Por eso, luego de sufragar, me volví para continuar la tarea de denuncia que hacíamos por radio y prensa, por medio de volantes. También trabajamos en la Asamblea Permanente de los Derechos Humanos. Recogimos firmas que en marzo de 1985 entregamos a la Presidencia de la República solicitando amnistía general e irrestricta. Allí nos apoyaron los concejales locales y personalidades de la cultura. Cuando cae la dictadura argentina formamos con los argentinos un comité de apoyo a la lucha del pueblo uruguayo contra la dictadura. Mientras iba llegando a Montevideo los recuerdos iban para nuestra experiencia más reciente, en esa ciudad litoraleña que tan bien nos acogió. Desde la radio L T 11 –que se captaba en todo el litoral uruguayo– iniciábamos con “Esto es Pueblo Oriental”, audición del Comité de Solidaridad con el Pueblo Uruguayo. Y luego “No tengo más enemigos que los que se oponen a la pública felicidad. José Artigas”. Continuábamos: “Este espacio ha sido cedido gentilmente por L T 11, a solicitud del honorable consejo deliberante de Concepción del Uruguay”. Quizá alguno de los que escuchaba recuerde mi voz. Allí denunciamos que al profesor Jorge Bouton no se le permitió ingresar al país para votar. Un lujo de científico y ser humano (tal vez por ser comunista). Este médico por allá por la década del 50 fue uno de los profesionales que ayudó a salvarle la vida a un estudiante de apellido Porta, oriundo de Bella Unión. Era un caso difícil y Bouton un reconocido clínico. Durante la dictadura a Porta lo detuvieron y “se les fue la mano”, como decía Germán, y lo mataron.
En Argentina, debido al golpe de marzo de 1976, sólo se podía hablar sobre cosas intrascendentes. Hicimos también allí amigos. Buena gente y solidaria. Otra vez el mismo aire de peligros y recelos. Estábamos viviendo a 30 cuadras del Centro en una casita que nosotros mismos construimos.
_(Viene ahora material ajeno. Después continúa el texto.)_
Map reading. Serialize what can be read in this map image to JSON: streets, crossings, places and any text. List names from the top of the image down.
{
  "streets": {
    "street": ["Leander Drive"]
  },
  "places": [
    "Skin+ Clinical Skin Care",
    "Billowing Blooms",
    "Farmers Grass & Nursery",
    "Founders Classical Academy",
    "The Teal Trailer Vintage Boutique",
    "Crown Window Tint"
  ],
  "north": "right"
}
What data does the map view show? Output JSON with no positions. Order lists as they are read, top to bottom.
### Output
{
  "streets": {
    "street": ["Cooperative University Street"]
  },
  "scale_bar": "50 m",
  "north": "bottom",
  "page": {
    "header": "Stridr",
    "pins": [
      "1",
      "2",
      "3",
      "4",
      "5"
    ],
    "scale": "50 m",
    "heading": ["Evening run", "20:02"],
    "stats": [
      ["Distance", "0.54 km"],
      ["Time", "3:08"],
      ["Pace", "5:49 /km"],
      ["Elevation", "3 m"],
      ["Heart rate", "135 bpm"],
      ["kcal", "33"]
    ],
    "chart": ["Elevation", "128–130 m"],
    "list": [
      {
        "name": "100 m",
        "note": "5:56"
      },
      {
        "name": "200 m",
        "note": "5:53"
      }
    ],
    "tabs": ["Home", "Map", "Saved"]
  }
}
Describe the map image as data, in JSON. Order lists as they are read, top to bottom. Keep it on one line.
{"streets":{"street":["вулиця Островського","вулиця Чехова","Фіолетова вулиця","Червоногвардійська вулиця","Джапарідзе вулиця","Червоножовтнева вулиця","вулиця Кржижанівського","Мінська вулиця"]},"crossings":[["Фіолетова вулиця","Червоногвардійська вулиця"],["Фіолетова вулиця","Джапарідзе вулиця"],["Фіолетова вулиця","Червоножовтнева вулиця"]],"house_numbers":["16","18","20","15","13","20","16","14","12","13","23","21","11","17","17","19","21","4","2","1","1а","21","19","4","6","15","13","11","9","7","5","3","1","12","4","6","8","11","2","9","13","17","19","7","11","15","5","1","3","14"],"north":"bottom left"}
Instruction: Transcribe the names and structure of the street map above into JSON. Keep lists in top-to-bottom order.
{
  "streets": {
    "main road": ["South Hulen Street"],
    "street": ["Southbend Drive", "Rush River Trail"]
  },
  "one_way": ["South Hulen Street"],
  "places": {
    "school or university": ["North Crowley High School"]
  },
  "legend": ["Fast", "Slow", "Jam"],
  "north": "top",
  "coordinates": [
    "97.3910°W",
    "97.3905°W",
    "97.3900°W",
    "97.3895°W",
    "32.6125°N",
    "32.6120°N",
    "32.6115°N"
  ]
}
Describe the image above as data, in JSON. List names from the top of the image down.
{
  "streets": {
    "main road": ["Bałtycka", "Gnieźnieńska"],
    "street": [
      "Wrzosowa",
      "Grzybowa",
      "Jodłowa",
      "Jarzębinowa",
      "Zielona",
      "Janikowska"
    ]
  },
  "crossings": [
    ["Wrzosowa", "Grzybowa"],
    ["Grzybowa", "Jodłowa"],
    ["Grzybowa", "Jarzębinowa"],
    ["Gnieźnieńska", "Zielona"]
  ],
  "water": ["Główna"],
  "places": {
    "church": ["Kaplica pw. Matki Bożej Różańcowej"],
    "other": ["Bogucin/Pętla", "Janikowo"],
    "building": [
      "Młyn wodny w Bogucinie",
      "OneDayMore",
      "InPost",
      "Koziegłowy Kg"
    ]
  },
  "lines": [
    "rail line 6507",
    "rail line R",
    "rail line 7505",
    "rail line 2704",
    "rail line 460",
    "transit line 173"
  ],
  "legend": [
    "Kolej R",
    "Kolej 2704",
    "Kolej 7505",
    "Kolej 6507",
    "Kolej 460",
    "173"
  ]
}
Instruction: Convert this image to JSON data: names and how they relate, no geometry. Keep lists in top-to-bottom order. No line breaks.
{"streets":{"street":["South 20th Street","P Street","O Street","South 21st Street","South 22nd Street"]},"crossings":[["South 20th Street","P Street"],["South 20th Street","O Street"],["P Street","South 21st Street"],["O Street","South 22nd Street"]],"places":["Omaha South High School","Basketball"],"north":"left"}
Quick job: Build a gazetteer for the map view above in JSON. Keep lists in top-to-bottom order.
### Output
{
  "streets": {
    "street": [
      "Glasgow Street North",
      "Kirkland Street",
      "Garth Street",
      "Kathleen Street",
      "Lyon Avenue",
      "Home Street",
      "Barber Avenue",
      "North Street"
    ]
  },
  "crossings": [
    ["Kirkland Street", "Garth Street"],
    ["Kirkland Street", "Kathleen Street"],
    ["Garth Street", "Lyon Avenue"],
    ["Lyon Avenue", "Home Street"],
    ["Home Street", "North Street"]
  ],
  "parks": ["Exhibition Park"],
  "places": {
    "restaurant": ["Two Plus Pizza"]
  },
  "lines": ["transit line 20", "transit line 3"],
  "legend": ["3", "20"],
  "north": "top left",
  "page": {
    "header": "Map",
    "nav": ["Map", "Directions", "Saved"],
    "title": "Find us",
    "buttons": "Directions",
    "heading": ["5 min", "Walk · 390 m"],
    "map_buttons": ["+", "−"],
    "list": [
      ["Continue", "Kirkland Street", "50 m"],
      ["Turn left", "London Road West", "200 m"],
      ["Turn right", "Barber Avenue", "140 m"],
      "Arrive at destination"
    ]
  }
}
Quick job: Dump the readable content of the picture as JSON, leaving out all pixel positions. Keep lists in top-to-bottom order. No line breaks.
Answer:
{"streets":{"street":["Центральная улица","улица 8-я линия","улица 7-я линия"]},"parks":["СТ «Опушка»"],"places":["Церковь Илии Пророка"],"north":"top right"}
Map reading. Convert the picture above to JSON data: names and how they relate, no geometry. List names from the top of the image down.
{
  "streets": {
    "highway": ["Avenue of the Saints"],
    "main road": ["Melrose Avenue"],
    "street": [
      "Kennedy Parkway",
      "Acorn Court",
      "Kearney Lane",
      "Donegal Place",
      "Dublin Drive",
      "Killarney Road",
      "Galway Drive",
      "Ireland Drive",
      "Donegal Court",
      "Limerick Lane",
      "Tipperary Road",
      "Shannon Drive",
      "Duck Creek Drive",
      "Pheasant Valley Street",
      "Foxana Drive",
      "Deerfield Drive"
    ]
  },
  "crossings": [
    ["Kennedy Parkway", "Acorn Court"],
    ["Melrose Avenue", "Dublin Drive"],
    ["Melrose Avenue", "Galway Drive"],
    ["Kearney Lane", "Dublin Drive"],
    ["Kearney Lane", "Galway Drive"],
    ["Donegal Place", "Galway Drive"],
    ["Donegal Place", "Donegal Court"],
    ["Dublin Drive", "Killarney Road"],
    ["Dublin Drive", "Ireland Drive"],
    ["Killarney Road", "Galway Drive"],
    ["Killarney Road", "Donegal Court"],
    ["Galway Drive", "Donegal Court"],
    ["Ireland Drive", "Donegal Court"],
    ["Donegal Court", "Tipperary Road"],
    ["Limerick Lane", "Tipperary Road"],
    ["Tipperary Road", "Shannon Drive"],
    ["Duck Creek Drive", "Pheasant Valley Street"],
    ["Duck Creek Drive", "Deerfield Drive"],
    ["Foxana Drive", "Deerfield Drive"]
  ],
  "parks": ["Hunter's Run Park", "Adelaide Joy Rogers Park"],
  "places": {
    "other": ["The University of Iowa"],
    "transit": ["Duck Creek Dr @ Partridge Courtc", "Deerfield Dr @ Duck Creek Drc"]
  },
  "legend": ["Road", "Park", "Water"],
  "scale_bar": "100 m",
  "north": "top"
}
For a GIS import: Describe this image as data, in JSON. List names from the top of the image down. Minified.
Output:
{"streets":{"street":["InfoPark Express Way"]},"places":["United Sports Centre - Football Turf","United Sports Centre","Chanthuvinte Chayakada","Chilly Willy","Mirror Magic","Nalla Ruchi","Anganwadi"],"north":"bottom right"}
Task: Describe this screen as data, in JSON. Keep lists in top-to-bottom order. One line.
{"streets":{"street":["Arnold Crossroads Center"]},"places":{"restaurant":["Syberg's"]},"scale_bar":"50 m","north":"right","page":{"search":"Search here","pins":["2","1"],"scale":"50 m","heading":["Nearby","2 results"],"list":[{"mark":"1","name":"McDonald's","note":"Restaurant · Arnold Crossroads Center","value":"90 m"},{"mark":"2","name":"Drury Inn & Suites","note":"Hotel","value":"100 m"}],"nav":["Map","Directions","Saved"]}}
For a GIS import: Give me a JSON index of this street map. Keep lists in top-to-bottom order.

Antes de eso pusimos un boliche, bar y comidas. Yo era el mozo y la cocinera. Teníamos clientes que venían de Buenos Aires y conversaban con nosotros de temas varios. En una oportunidad un profesor de música me dijo que yo debería ser música, porque mi comida era una armonía, a lo que respondí: ¿usted no cree que la vida debiera ser una armonía?
La otra vuelta
Estos recuerdos van y vienen. Pretenden dar una visión de las vicisitudes que pasamos, pero no quiero dramatizar. No somos el ombligo de la resistencia en el exterior. Me sonrío cuando recuerdo que en la audición del 12 de febrero de 1985, decíamos: “Ante la renuncia del general Gregorio Álvarez a su cargo de presidente, el pueblo uruguayo celebra la misma con una caceroleada y posterior manifestación en todas las ciudades del país, en el día de hoy”.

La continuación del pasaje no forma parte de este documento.